Moose Younghans was not much of a hockey player as a kid. His cousin, Tom, was a gifted puckster who went on to play for the Minnesota North Stars, but Moose didn't even play hockey at Johnson High School, where he was a defensive tackle on the football team, graduating in 1974. But somehow, Moose has become the beloved modern-era keeper of one of the fiercest hockey traditions in the state. If Minnesota is the State of Hockey, and St. Paul is "Hockeytown," then the working-class neighborhoods around Johnson High School are at the center of the very heart of hockey.
And Moose is the man in the middle.
"I just try to stay out of the way at practices," he jokes, mocking his skating ability. "I consider it a successful season if I don't get knocked down."
The mystique and the magic of hockey rubbed off on the big football player who grew up a block from Johnson hockey legend Lou Cotroneo and was friends with Coach Cotroneo's hockey star son, Jimmy. Moose started coaching a Bantams team at Prosperity Heights playground just a few years after leaving Johnson, and he has never looked back. A confirmed bachelor, he has contributed thousands of hours over many years to youth sports.

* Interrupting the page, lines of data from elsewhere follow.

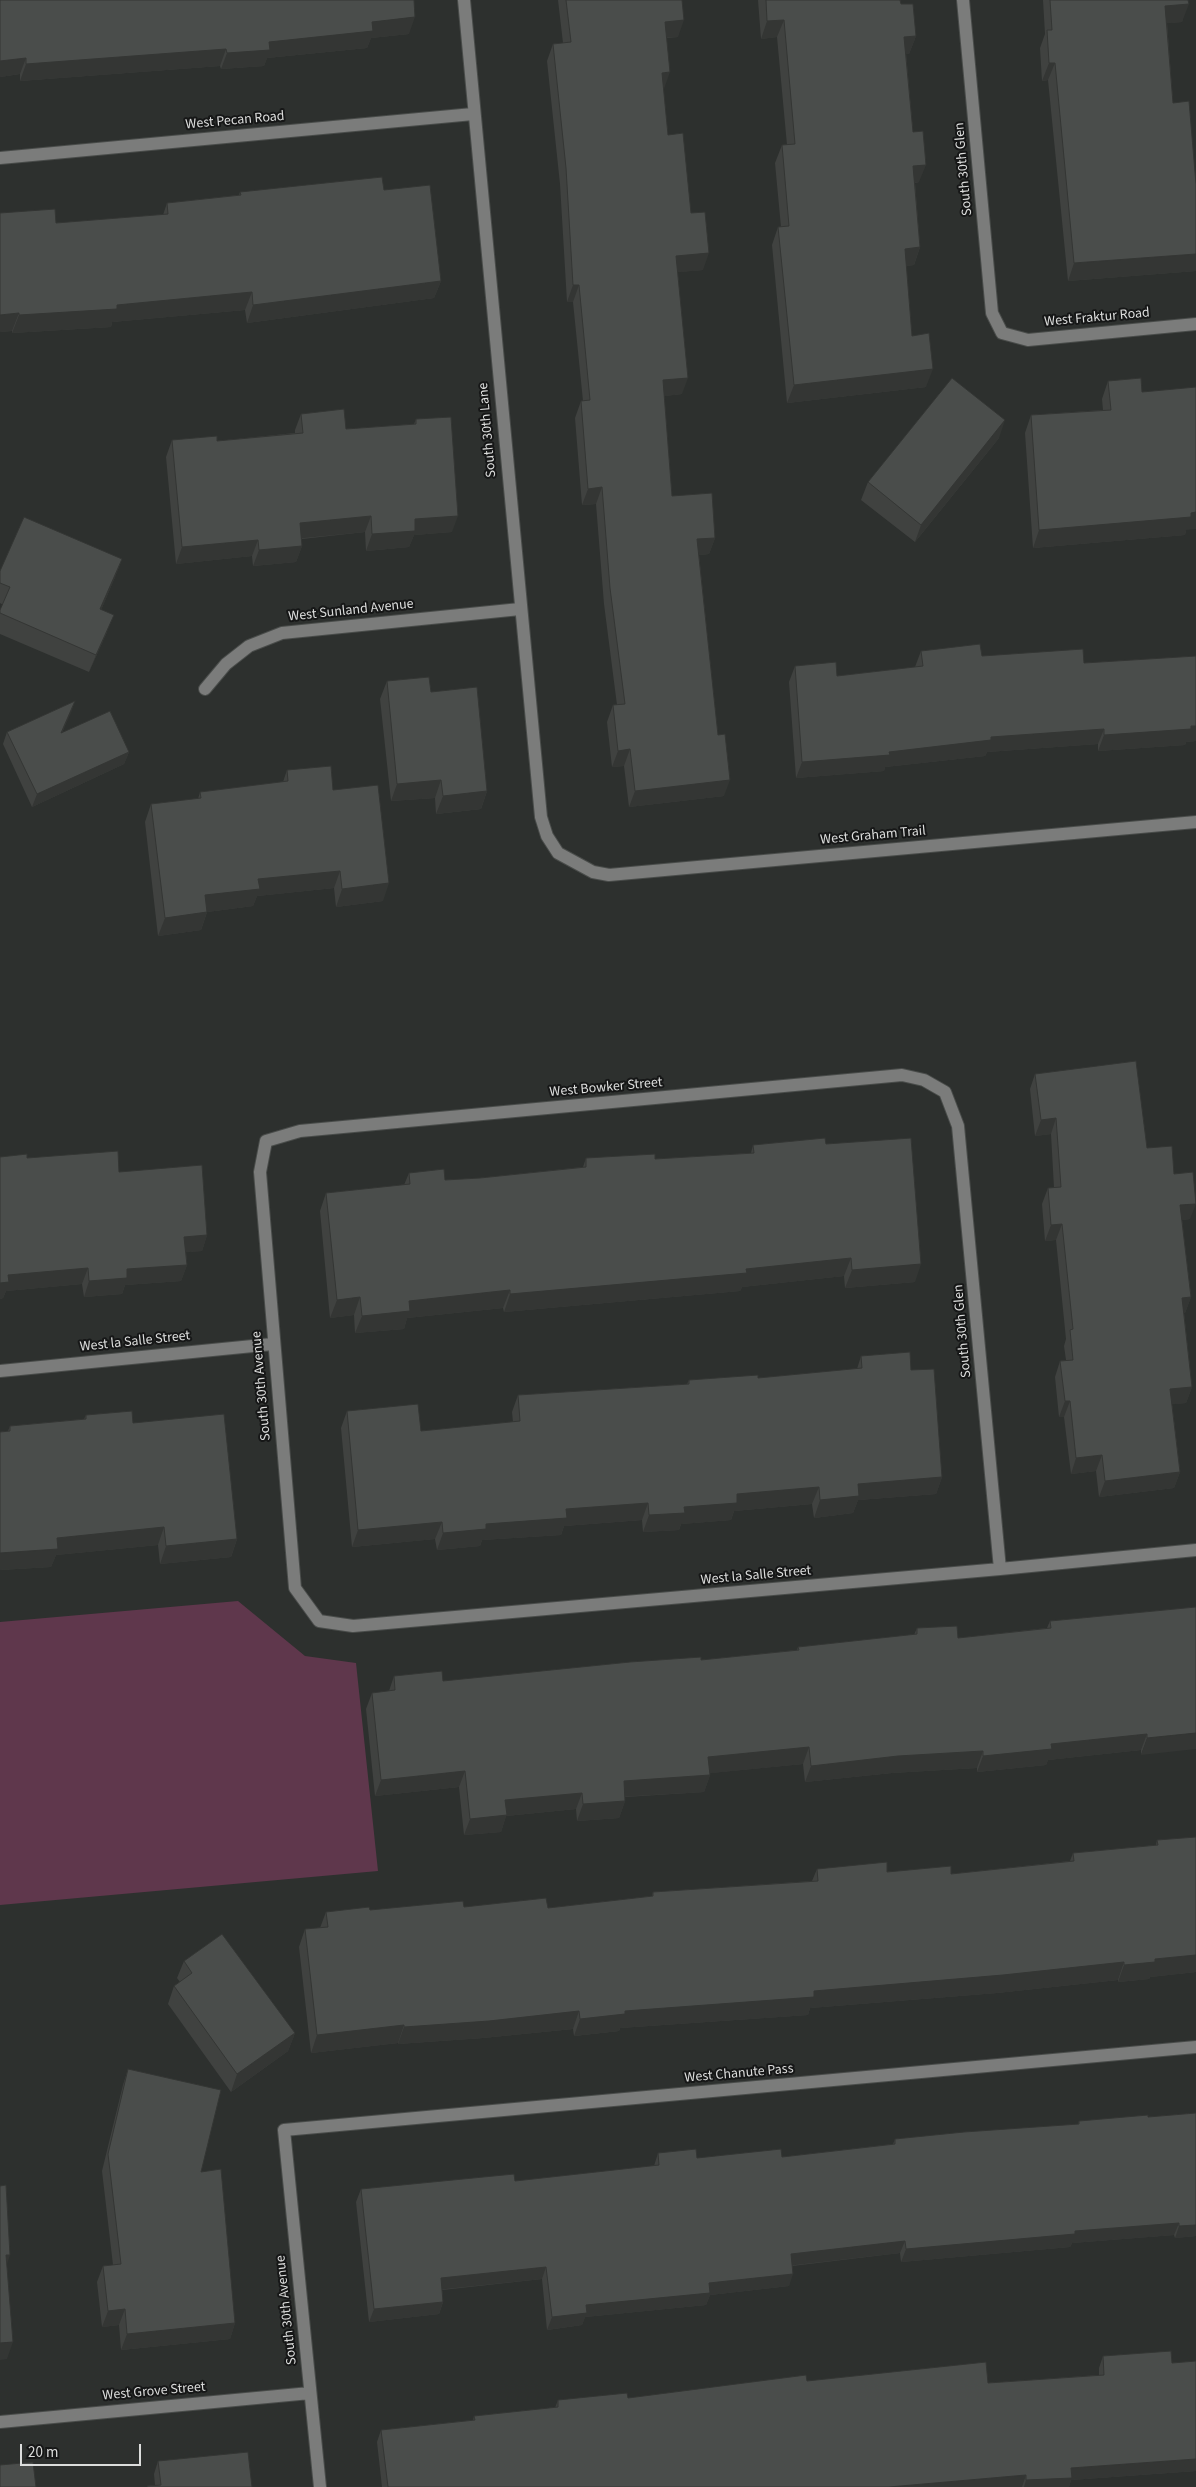 <!DOCTYPE html>
<html>
<head>
<meta charset="utf-8">
<style>
  body { margin:0 }
  #map { position:relative; width:1196px; height:2487px; overflow:hidden; background:#2d302e; font-family:"Source Sans 3",sans-serif }
  canvas { display:block }
  .scale { position:absolute; left:20px; top:2444px; width:121px; height:22px; box-sizing:border-box; border:2px solid #dcdddc; border-top:0; padding-left:6px; font-size:15px; line-height:18px; white-space:nowrap; color:#dcdddc; -webkit-text-stroke:4px #161717; paint-order:stroke }
</style>
</head>
<body>
<div id="map">
<canvas width="1196" height="2487"></canvas>
<div class="scale">20 m</div>
</div>
<script>
const ctx = document.querySelector('canvas').getContext('2d');
ctx.lineJoin = 'round';
function fill(path, color) { ctx.fillStyle = color; ctx.fill(path, 'evenodd'); }
const poly = rows => new Path2D(rows.map(r => 'M' + r).join(''));
function stroke(path, color, width, dash) { ctx.strokeStyle = color; ctx.lineWidth = width; ctx.lineCap = dash ? 'butt' : 'round'; ctx.setLineDash(dash || []); ctx.stroke(path); }
function label(font, color, halo, rows, align = 'center') {
  ctx.font = font + ' "Source Sans 3",sans-serif'; ctx.lineWidth = 4; ctx.setLineDash([]); ctx.textBaseline = 'middle'; ctx.strokeStyle = halo; ctx.fillStyle = color; for (const [text, x, y, turn = 0] of rows) {
    ctx.save(); ctx.translate(x, y); ctx.rotate((+turn || 0) * Math.PI / 180); ctx.textAlign = isNaN(turn) ? turn : align; if (halo) ctx.strokeText(text, 0, 0); ctx.fillText(text, 0, 0); ctx.restore();
  }
}
fill(poly([
  [238,1601,305,1656,356,1663,378,1871,0,1905,0,1622]
]), '#5f374c');
const minor = poly([
  [464,0,541,817,547,836,558,853,593,872,609,875,1196,822],
  [963,0,992,313,1002,333,1028,340,1196,324],
  [0,158,473,114],
  [205,689,226,664,249,646,282,633,520,609],
  [0,1371,273,1344],
  [1000,1569,958,1126,945,1092,924,1080,902,1075,300,1131,266,1141,260,1172,295,1588,319,1621,353,1626,1000,1569,1196,1550],
  [0,2422,310,2393],
  [320,2487,284,2130,1196,2047]
]);
stroke(minor, '#494c4a', 14);
stroke(minor, '#7b7c7b', 12);
fill(poly([
  [0,0,409,34,371,38,367,48,267,58,264,66,221,69,220,66,20,81,20,74,0,77],
  [558,0,682,0,678,37,667,38,664,89,663,89,668,135,691,213,703,270,678,272,682,394,664,396,672,496,715,538,709,554,699,555,724,796,629,807,624,766,612,767,607,722,613,705,617,705,604,604,596,504,582,505,575,418,581,401,583,401,573,302,567,302,560,184,547,61,553,44,563,43],
  [758,0,900,0,901,4,916,36,909,54,906,54,913,132,919,182,915,183,920,247,914,265,906,266,912,336,926,387,787,403,772,245,778,227,781,227,775,163,782,145,787,145,777,37,761,39],
  [1043,0,1188,0,1182,22,1167,23,1173,103,1196,184,1196,271,1068,281,1048,80,1042,81,1040,48,1045,34],
  [384,190,441,281,434,298,247,323,245,310,112,322,111,327,12,333,12,331,0,332,0,213,56,223,163,215,167,203,239,195,240,192],
  [1108,381,1142,392,1186,530,1185,535,1033,548,1025,433,1031,415,1103,410,1102,399],
  [301,414,346,429,414,424,416,419,452,532,414,535,409,547,366,551,365,532,302,539,302,546,296,562,253,566,252,556,176,564,166,457,172,440,217,441,295,433,295,430],
  [999,438,915,542,861,500,868,482],
  [122,559,115,577,101,610,107,632,89,672,0,634,0,610,3,605,0,603,0,571],
  [921,651,982,656,1084,663,1196,656,1196,741,1186,742,1185,745,1098,751,1098,744,987,752,985,756,885,767,884,771,796,778,789,682,795,666,837,676,915,667],
  [387,681,431,692,487,791,481,809,436,814,435,798,391,801,380,699],
  [75,701,62,733,129,752,124,764,32,807,3,744,7,732],
  [287,770,333,790,383,901,336,907,334,888,257,896,253,906,207,912,201,930,158,936,145,822,151,804,198,799,200,792,283,782],
  [1035,1074,1147,1148,1174,1174,1190,1219,1182,1220,1191,1297,1185,1313,1184,1313,1192,1387,1186,1403,1172,1404,1180,1472,1174,1488,1099,1497,1096,1471,1071,1474,1064,1417,1059,1417,1055,1377,1060,1361,1066,1360,1064,1346,1066,1339,1056,1240,1045,1241,1042,1204,1048,1188,1054,1188,1051,1134,1035,1136,1030,1089],
  [826,1144,915,1282,845,1288,844,1276,742,1287,740,1291,504,1312,503,1308,407,1318,404,1329,355,1333,354,1315,330,1318,320,1211,326,1193,404,1185,409,1173,445,1180,480,1178,583,1167,586,1158,655,1159,751,1153,753,1145],
  [0,1157,27,1158,119,1172,207,1235,202,1251,186,1252,187,1265,181,1281,125,1285,122,1294,84,1297,82,1284,6,1291,3,1298,0,1299],
  [861,1356,911,1370,942,1477,936,1494,858,1500,853,1513,814,1518,812,1504,734,1511,731,1520,681,1524,679,1530,643,1532,642,1520,564,1526,561,1535,482,1540,480,1546,437,1550,435,1539,352,1547,341,1428,347,1411,421,1431,513,1422,512,1412,518,1395,687,1384,689,1380,758,1378,857,1369],
  [86,1415,133,1423,237,1539,231,1557,160,1564,158,1545,56,1555,51,1567,0,1570,0,1432,8,1431,10,1426,84,1419],
  [1196,1607,1141,1755,1141,1750,1048,1760,1046,1765,977,1772,977,1768,892,1773,805,1782,803,1764,710,1773,710,1775,704,1792,625,1797,625,1801,619,1818,577,1821,576,1809,506,1816,501,1832,464,1835,459,1787,375,1796,366,1709,372,1693,389,1691,394,1676,443,1681,701,1660,797,1650,798,1647,914,1635,917,1628,958,1638,1047,1628,1050,1621],
  [1196,1837,1196,1972,1150,1977,1149,1979,1118,1982,1118,1980,997,1993,810,2008,808,2015,620,2028,619,2031,574,2036,573,2029,483,2038,398,2044,398,2043,311,2053,299,1947,305,1929,320,1928,326,1912,464,1907,548,1908,652,1896,653,1892,812,1881,817,1869,951,1874,1070,1861,1073,1853,1156,1845,1157,1840],
  [184,1961,295,2033,288,2051,231,2092,168,2004,174,1986,180,1982,177,1978],
  [128,2069,201,2172,235,2323,230,2339,121,2350,119,2325,102,2327,97,2282,103,2266,113,2265,102,2171,123,2085],
  [1196,2113,1196,2236,1175,2238,1174,2235,1072,2243,1070,2247,901,2262,900,2253,792,2266,789,2286,710,2295,706,2305,585,2317,582,2325,547,2330,542,2279,442,2290,443,2302,439,2314,369,2322,356,2202,361,2189,515,2181,654,2166,658,2153,697,2158,782,2157,893,2144,895,2139,1078,2125,1079,2121,1148,2117],
  [1103,2356,1172,2363,1196,2361,1196,2475,1196,2471,1071,2480,1069,2487,382,2487,377,2442,381,2430,473,2420,474,2416,555,2408,558,2400,628,2398,807,2381,988,2383,1099,2375,1099,2368],
  [158,2461,252,2487,147,2487,147,2486,155,2485,154,2474]
]), '#404240');
fill(poly([
  [1189,4,1182,22,1159,24,1165,6],
  [415,17,409,34,371,38,367,48,267,58,264,66,221,69,227,53,269,42,372,22],
  [684,20,678,37,659,38,665,22],
  [784,20,777,37,761,39,767,21],
  [916,36,909,54,898,55,904,37],
  [226,49,220,66,20,81,26,64],
  [26,58,20,74,0,77,0,61],
  [1049,63,1055,63,1048,80,1042,81],
  [670,72,664,89,656,90,662,73],
  [926,165,919,182,907,184,913,166],
  [920,247,914,265,898,267,905,249],
  [709,253,703,270,670,273,676,256],
  [1196,254,1196,271,1068,281,1074,263],
  [441,281,434,298,247,323,253,305],
  [573,285,579,285,573,302,567,302],
  [252,292,245,310,112,322,111,327,12,333,19,315,117,305],
  [19,313,12,331,0,332,0,315],
  [933,369,926,387,787,403,794,385],
  [688,378,682,394,657,397,663,380],
  [1005,420,999,438,915,542,921,525],
  [602,487,596,504,582,505,588,489],
  [1196,512,1196,529,1186,530,1185,535,1033,548,1039,530],
  [371,516,365,532,294,539,300,523],
  [458,516,452,532,414,535,409,547,366,551,372,534,415,519],
  [715,538,709,554,691,556,697,539],
  [258,540,252,556,176,564,182,547],
  [302,546,296,562,253,566,259,550],
  [122,559,115,577,94,627,100,609],
  [114,615,107,632,89,672,96,655],
  [75,701,71,713,56,745,61,733],
  [1196,726,1196,741,1186,742,1185,745,1098,751,1104,735],
  [1104,729,1098,744,987,752,985,756,885,767,884,771,796,778,802,762,889,752,991,737],
  [630,749,624,766,612,767,618,751],
  [129,752,124,764,32,807,37,794],
  [441,780,435,798,391,801,397,784],
  [730,780,724,796,629,807,635,791],
  [487,791,481,809,436,814,443,796],
  [340,871,334,888,257,896,253,906,207,912,201,930,158,936,165,918,205,895,258,879],
  [389,883,383,901,336,907,342,889],
  [1056,1118,1051,1134,1035,1136,1041,1120],
  [1196,1204,1190,1219,1174,1221,1180,1205],
  [1062,1224,1056,1240,1045,1241,1051,1225],
  [207,1235,202,1251,178,1253,184,1237],
  [851,1258,844,1276,742,1287,740,1291,504,1312,510,1294],
  [921,1264,915,1282,845,1288,852,1270],
  [187,1265,181,1281,125,1285,122,1294,84,1297,89,1281,127,1269],
  [88,1268,82,1284,6,1291,3,1298,0,1299,0,1283,8,1275],
  [510,1290,503,1308,407,1318,404,1329,355,1333,362,1316,409,1301],
  [360,1297,354,1315,330,1318,337,1300],
  [1191,1297,1185,1313,1176,1314,1182,1298],
  [1192,1387,1186,1403,1165,1405,1170,1389],
  [1065,1401,1070,1401,1064,1417,1059,1417],
  [1102,1455,1096,1471,1071,1474,1076,1458],
  [1180,1472,1174,1488,1099,1497,1105,1481],
  [942,1477,936,1494,858,1500,853,1513,814,1518,820,1500,858,1484],
  [819,1487,812,1504,734,1511,731,1520,681,1524,679,1530,643,1532,649,1515,737,1494],
  [648,1503,642,1520,564,1526,561,1535,482,1540,480,1546,437,1550,443,1533,486,1524,566,1509],
  [442,1522,435,1539,352,1547,358,1530],
  [164,1527,158,1545,56,1555,51,1567,0,1570,0,1553,57,1538],
  [237,1539,231,1557,160,1564,166,1546],
  [1196,1733,1196,1749,1141,1755,1147,1738],
  [1147,1734,1141,1750,1048,1760,1046,1765,977,1772,983,1756,1051,1744],
  [809,1747,803,1764,702,1774,708,1757],
  [983,1751,977,1768,892,1773,805,1782,811,1766,898,1756],
  [465,1771,459,1787,375,1796,381,1780],
  [710,1775,704,1792,618,1797,624,1781],
  [582,1793,576,1809,506,1816,501,1832,464,1835,470,1819,505,1800],
  [625,1801,619,1818,577,1821,583,1804],
  [1196,1955,1196,1972,1150,1977,1149,1979,1118,1982,1124,1965,1155,1959],
  [1124,1962,1118,1980,997,1993,810,2008,808,2015,620,2028,619,2031,574,2036,580,2019,625,2011,814,1991],
  [579,2011,573,2029,483,2038,398,2044,404,2027],
  [404,2025,398,2043,311,2053,317,2035],
  [295,2033,288,2051,231,2092,237,2074],
  [1179,2223,1174,2235,1072,2243,1070,2247,901,2262,906,2249,1075,2231],
  [1196,2225,1196,2236,1175,2238,1179,2226],
  [905,2241,900,2253,787,2266,791,2254],
  [6,2255,10,2255,4,2273],
  [546,2267,542,2279,436,2290,441,2278],
  [793,2274,789,2286,710,2295,706,2305,585,2317,582,2325,547,2330,552,2317,586,2305,709,2283],
  [443,2302,439,2314,369,2322,374,2309],
  [125,2309,119,2325,102,2327,108,2311],
  [235,2323,230,2339,121,2350,127,2334],
  [13,2342,7,2359,0,2360,0,2343],
  [1196,2459,1196,2471,1071,2480,1069,2487,1024,2487,1026,2480,1071,2468],
  [1026,2475,1022,2487,889,2487]
]), '#343634');
const building = poly([
  [0,0,414,0,415,17,372,22,373,31,269,42,270,50,227,53,226,49,26,64,26,58,0,61,0,0],
  [566,0,682,0,684,20,665,22,670,72,662,73,668,135,683,133,691,213,705,212,709,253,676,256,688,378,663,380,672,496,712,493,715,538,697,539,718,735,725,734,730,780,635,791,630,749,618,751,613,705,625,704,610,588,602,487,588,489,581,401,590,400,579,285,573,285,566,168,553,44,571,42,566,0],
  [766,0,900,0,901,4,913,4,916,36,904,37,913,132,923,131,926,165,913,166,920,247,905,249,912,336,929,333,933,369,794,385,778,227,789,226,782,145,795,144,784,20,767,21,766,0],
  [1050,0,1188,0,1189,4,1165,6,1173,103,1189,101,1196,184,1196,254,1074,263,1055,63,1049,63,1047,30,1052,30,1050,0],
  [382,177,384,190,430,185,441,281,253,305,252,292,117,305,117,309,19,315,19,313,0,315,0,213,55,209,56,223,168,214,167,203,241,195,240,192,382,177],
  [952,378,1005,420,921,525,868,482,952,378],
  [1141,378,1142,392,1196,387,1196,512,1191,513,1191,517,1039,530,1031,415,1111,410,1108,381,1141,378],
  [344,409,346,429,416,424,416,419,451,417,458,516,415,519,415,531,372,534,371,516,300,523,302,546,259,550,258,540,182,547,172,440,217,436,217,441,303,433,301,414,344,409],
  [24,517,122,559,100,609,114,615,96,655,0,613,0,610,10,587,0,583,0,571,24,517],
  [980,644,982,656,1083,649,1084,663,1196,656,1196,726,1191,726,1191,729,1104,735,1104,729,991,737,991,740,889,752,890,755,802,762,795,666,836,662,837,676,923,666,921,651,980,644],
  [429,677,431,692,477,687,487,791,443,796,441,780,397,784,387,681,429,677],
  [75,701,61,733,110,711,129,752,37,794,7,732,75,701],
  [331,766,333,790,378,785,389,883,342,889,340,871,258,879,260,889,205,895,207,912,165,918,151,804,201,798,200,792,288,781,287,770,331,766],
  [1136,1061,1147,1148,1172,1146,1174,1174,1193,1172,1196,1204,1180,1205,1191,1297,1182,1298,1192,1387,1170,1389,1180,1472,1105,1481,1102,1455,1076,1458,1070,1401,1065,1401,1060,1361,1073,1360,1070,1330,1073,1329,1062,1224,1051,1225,1048,1188,1061,1187,1056,1118,1041,1120,1035,1074,1136,1061],
  [825,1138,826,1144,911,1138,921,1264,852,1270,851,1258,746,1269,747,1273,510,1294,510,1290,409,1301,410,1311,362,1316,360,1297,337,1300,326,1193,410,1184,409,1173,444,1169,445,1180,480,1178,586,1167,586,1158,655,1154,655,1159,754,1153,753,1145,825,1138],
  [118,1151,119,1172,202,1165,207,1235,184,1237,187,1265,127,1269,127,1278,89,1281,88,1268,8,1275,9,1282,0,1283,0,1157,27,1154,27,1158,118,1151],
  [910,1352,911,1370,934,1369,942,1477,858,1484,859,1496,820,1500,819,1487,737,1494,737,1503,684,1507,685,1513,649,1515,648,1503,566,1509,567,1518,486,1524,486,1529,443,1533,442,1522,358,1530,347,1411,418,1404,421,1431,520,1421,518,1395,689,1384,689,1380,758,1375,758,1378,862,1368,861,1356,910,1352],
  [132,1411,133,1423,224,1414,237,1539,166,1546,164,1527,57,1538,58,1549,0,1553,0,1432,10,1431,10,1426,86,1419,86,1415,132,1411],
  [1196,1607,1196,1733,1147,1738,1147,1734,1051,1744,1052,1749,983,1756,983,1751,898,1756,811,1766,809,1747,708,1757,710,1775,624,1781,625,1801,583,1804,582,1793,505,1800,507,1815,470,1819,465,1771,381,1780,372,1693,395,1690,394,1676,442,1671,443,1681,630,1662,701,1657,701,1660,799,1650,798,1647,917,1634,917,1628,957,1626,958,1638,1051,1628,1050,1621,1196,1607],
  [1196,1837,1196,1955,1155,1959,1155,1962,1124,1965,1124,1962,1003,1975,814,1991,814,1997,625,2011,625,2014,580,2019,579,2011,489,2021,404,2027,404,2025,317,2035,305,1929,328,1927,326,1912,369,1907,370,1910,463,1901,464,1907,546,1898,548,1908,653,1896,653,1892,818,1881,817,1869,887,1862,887,1872,951,1866,951,1874,1074,1861,1073,1853,1158,1845,1157,1840,1196,1837],
  [222,1934,295,2033,237,2074,174,1986,192,1973,184,1961,222,1934],
  [128,2069,221,2090,201,2172,221,2169,235,2323,127,2334,125,2309,108,2311,103,2266,121,2264,108,2154,128,2069],
  [1196,2113,1196,2225,1179,2226,1179,2223,1075,2231,1075,2234,906,2249,905,2241,791,2254,793,2274,709,2283,710,2293,586,2305,587,2313,552,2317,546,2267,441,2278,443,2302,374,2309,361,2189,514,2174,515,2181,659,2165,658,2153,696,2149,697,2158,781,2149,782,2157,895,2144,895,2139,964,2132,1079,2124,1079,2121,1148,2115,1148,2117,1196,2113],
  [6,2185,10,2255,6,2255,13,2342,0,2343,0,2186,6,2185],
  [1171,2351,1172,2363,1196,2361,1196,2459,1071,2468,1072,2478,1026,2480,1026,2475,889,2487,388,2487,381,2430,475,2420,474,2416,558,2407,558,2400,627,2393,628,2398,806,2375,807,2381,986,2362,988,2383,1104,2375,1103,2356,1171,2351],
  [248,2452,252,2487,148,2487,147,2486,161,2485,158,2461,248,2452],
  [33,2462,36,2487,0,2487,0,2465,33,2462]
]);
fill(building, '#4a4d4b');
stroke(building, '#343634', 1);
label('14px', '#dcdddc', '#161717', [
  ["West Pecan Road",235,121,-5],
  ["South 30th Glen",964,169,-95],
  ["West Fraktur Road",1097,318,-5],
  ["South 30th Lane",488,430,-95],
  ["West Sunland Avenue",351,611,-6],
  ["West Graham Trail",873,836,-5],
  ["West Bowker Street",606,1088,-5],
  ["South 30th Glen",963,1331,-95],
  ["West la Salle Street",135,1342,-6],
  ["South 30th Avenue",262,1386,-95],
  ["West la Salle Street",756,1576,-5],
  ["West Chanute Pass",739,2074,-5],
  ["South 30th Avenue",287,2310,-96],
  ["West Grove Street",154,2392,-5]
]);
</script>
</body>
</html>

Moose, 52, has been the coach of the Johnson Governors the past 15 seasons. He still also coaches the Johnson A Bantams. He's also general manager of Strauss Skates and Bicycles, which has been sharpening and selling skates in the Capital City for 122 years. Moose has made his mark on hockey in the area of St. Paul that gave us Herb Brooks, Les Auge, Wendell Anderson and more. He preaches dedication, determination, and desire. Which is why it makes sense that Moose and the Governors will have their moment in the sun -- and in the deepfreeze -- on Saturday, when they take to the outdoor ice at the Phalen Recreation Center on Wheelock Parkway as part of the third annual Hockey Day Minnesota, a day-long marathon of hockey games.
Sponsored by the Minnesota Wild, the day features an 8 p.m. tilt at the Xcel Energy Center between the Wild and the Anaheim Ducks. But for many in Hockeytown, the centerpiece of Hockey Day Minnesota will be the 10 a.m. outdoors game (it's being billed as "The Showdown in Hockeytown") between Johnson and the Rockets of Rochester John-Marshall. It will be televised live on Fox Sports North, as will the rest of the day's activities, beginning at 9 a.m. Included is a girls high school hockey game between Stillwater and Minnetonka, scheduled for Phalen at 1:30 p.m.